A particle has an initial velocity U and after travelling a distance d in time T along a straight path its velocity is V. The retardation of the particle is proportional to its velocty at any time. Show that:
U = V e ^ ( T(U-V)/d )

$a = -kv \Rightarrow \frac{dv}{dt} = -kv$.

Solve $\frac{dt}{dv} = - \frac{1}{k} \cdot \frac{1}{v}$ for v, subject to v = U when t = 0. Substitute v = V when t = T to get the value of k.

Solve $\frac{dx}{dt} = v$ for x, subject to x = 0 when t = 0. Substitute x = d when t = T to get $U = V e^{\frac{T(U-V)}{d}}$.
• September 2nd 2009, 04:30 AM
Hello Modernized
Quote:

Originally Posted by Modernized

A particle has an initial velocity U and after travelling a distance d in time T along a straight path its velocity is V. The retardation of the particle is proportional to its velocty at any time. Show that:
U = V e ^ ( T(U-V)/d )

In this problem we use two different ways to express acceleration; first in terms of time; secondly in terms of distance. They are:

Acceleration = $\frac{dv}{dt}\,\Big(=\frac{dx}{dt}\times\frac{dv}{ dx}\Big)\,=v\frac{dv}{dx}$.

The first part of this problem connects velocity, time, and acceleration, so we express the phrase:
Quote:

The retardation of the particle is proportional to its velocty at any time
in the form

$\frac{dv}{dt}=-kv$ where $k$ is a positive constant

$\Rightarrow \int_U^V\frac{dv}{v}=-k\int_0^T dt$, noting that the boundary conditions have been incorporated into the limits of the integrals.

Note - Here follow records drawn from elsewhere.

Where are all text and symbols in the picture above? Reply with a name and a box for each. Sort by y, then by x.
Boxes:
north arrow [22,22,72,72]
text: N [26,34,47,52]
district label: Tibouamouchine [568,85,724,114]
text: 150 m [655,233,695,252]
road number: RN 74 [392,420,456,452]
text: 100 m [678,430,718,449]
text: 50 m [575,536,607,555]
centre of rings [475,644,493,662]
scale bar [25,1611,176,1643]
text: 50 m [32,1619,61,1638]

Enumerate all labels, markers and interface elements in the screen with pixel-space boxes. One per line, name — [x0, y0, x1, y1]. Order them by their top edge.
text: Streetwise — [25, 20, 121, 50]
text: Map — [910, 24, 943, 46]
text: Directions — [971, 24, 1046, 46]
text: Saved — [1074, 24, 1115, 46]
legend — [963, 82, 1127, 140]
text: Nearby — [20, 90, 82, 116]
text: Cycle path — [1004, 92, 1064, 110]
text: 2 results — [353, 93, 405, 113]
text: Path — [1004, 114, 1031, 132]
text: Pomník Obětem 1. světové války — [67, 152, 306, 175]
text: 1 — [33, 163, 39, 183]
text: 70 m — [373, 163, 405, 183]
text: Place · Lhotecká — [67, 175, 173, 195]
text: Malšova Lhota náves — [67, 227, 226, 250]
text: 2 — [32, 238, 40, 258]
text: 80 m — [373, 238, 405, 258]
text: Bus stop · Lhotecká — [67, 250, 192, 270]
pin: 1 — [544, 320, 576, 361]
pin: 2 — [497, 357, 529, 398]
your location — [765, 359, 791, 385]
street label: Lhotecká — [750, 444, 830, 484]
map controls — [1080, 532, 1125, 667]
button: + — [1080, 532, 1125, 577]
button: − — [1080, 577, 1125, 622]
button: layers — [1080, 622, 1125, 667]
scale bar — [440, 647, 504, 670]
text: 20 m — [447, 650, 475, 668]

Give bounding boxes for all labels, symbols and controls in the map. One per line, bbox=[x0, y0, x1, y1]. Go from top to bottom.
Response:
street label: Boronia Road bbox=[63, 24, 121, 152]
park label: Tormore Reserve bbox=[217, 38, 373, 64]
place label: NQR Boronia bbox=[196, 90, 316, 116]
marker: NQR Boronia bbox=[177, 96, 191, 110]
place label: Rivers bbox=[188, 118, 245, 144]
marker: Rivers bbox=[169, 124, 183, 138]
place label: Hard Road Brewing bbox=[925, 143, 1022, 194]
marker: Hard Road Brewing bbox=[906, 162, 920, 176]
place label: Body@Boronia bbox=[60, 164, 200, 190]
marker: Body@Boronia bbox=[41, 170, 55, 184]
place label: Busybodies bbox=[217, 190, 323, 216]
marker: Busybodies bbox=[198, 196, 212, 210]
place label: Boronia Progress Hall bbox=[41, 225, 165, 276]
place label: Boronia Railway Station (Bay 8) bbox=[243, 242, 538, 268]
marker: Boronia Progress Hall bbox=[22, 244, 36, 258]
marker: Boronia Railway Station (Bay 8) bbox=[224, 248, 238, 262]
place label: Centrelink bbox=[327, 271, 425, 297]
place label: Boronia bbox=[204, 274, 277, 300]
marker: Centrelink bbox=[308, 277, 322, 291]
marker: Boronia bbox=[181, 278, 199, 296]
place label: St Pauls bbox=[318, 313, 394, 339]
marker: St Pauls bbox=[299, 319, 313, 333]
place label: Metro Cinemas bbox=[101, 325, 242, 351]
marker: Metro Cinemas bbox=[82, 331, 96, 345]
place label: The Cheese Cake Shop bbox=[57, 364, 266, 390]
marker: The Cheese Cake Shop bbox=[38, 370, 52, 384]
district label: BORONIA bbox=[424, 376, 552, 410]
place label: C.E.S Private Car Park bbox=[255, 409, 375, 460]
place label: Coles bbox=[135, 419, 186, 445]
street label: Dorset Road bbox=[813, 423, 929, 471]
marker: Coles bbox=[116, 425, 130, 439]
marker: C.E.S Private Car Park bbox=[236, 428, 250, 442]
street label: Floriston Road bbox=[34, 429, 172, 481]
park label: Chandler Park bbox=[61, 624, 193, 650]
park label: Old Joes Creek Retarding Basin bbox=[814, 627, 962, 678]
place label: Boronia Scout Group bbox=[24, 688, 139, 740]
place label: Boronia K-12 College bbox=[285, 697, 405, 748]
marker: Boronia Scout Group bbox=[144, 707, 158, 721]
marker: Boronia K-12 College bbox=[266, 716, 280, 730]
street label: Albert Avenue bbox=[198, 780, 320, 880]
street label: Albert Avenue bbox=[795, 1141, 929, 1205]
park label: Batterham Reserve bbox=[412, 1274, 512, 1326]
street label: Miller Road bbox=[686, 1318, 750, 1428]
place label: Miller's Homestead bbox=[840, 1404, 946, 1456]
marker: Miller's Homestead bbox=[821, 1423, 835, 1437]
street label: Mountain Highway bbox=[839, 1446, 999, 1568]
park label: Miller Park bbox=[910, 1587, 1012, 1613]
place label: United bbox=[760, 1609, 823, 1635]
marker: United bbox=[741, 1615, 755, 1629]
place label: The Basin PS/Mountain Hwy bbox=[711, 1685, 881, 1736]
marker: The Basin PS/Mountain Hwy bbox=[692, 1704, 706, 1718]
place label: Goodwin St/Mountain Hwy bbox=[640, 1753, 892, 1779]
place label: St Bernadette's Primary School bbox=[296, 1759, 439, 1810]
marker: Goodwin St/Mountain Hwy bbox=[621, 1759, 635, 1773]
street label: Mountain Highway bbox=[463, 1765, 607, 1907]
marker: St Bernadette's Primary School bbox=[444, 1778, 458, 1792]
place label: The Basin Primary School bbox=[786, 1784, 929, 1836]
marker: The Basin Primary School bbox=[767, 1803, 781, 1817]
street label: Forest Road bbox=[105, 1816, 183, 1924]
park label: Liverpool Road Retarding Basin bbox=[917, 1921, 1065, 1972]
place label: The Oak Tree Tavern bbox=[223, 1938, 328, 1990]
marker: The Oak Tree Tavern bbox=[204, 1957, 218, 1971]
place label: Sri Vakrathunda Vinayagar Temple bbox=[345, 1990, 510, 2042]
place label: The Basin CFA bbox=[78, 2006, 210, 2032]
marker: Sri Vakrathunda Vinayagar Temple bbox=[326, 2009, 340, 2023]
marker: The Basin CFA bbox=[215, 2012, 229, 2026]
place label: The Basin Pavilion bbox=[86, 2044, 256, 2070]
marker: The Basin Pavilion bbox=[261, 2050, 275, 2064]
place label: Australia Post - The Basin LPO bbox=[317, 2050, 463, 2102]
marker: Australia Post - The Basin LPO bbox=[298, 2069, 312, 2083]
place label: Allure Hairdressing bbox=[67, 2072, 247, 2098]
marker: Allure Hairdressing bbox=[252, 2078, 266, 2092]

$\Rightarrow \ln(V)-\ln(U) = -kT$

$\Rightarrow k = \frac{1}{T}\ln\Big(\frac{U}{V}\Big)$ ... (1)

Next we use the alternative expression for acceleration, in order to relate velocity, acceleration and distance:

$v\frac{dv}{dx}= -kv$, where $k$ is a positive constant.

$\Rightarrow \int_U^Vdv=-k\int_0^d dx$, noting again the boundary conditions as limits.

From here we can find another expression for $k$, in terms of V, U and d (it's very easy!). And hence, from equation (1), we can get the result.

Can you complete it now?

• September 2nd 2009, 04:33 AM
CaptainBlack
Quote:

Originally Posted by mr fantastic
$a = -kv \Rightarrow \frac{dv}{dt} = -kv$.

Solve $\frac{dt}{dv} = - \frac{1}{k} \cdot \frac{1}{v}$ for v, subject to v = U when t = 0. Substitute v = V when t = T to get the value of k.

This last step gives the impression of making the simple complicated (well more complicated that it need be), or is that impression just because I know the solution to $\dot{v}=-kv$ backwards and forwards anagrammatized.

CB
• September 2nd 2009, 04:38 AM
mr fantastic
Quote:

Originally Posted by CaptainBlack
This last step gives the impression of making the simple complicated (well more complicated that it need be), or is that impression just because I know the solution to $\dot{v}=-kv$ backwards and forwards anagrammatized.

CB

Well, I like to make the simple complicated and the complicated even more complicated.

(Actually, I think the answer is the latter rather than the former. But is that giving you a complicated answer to a simple question ....? In which case ..... (Thinking))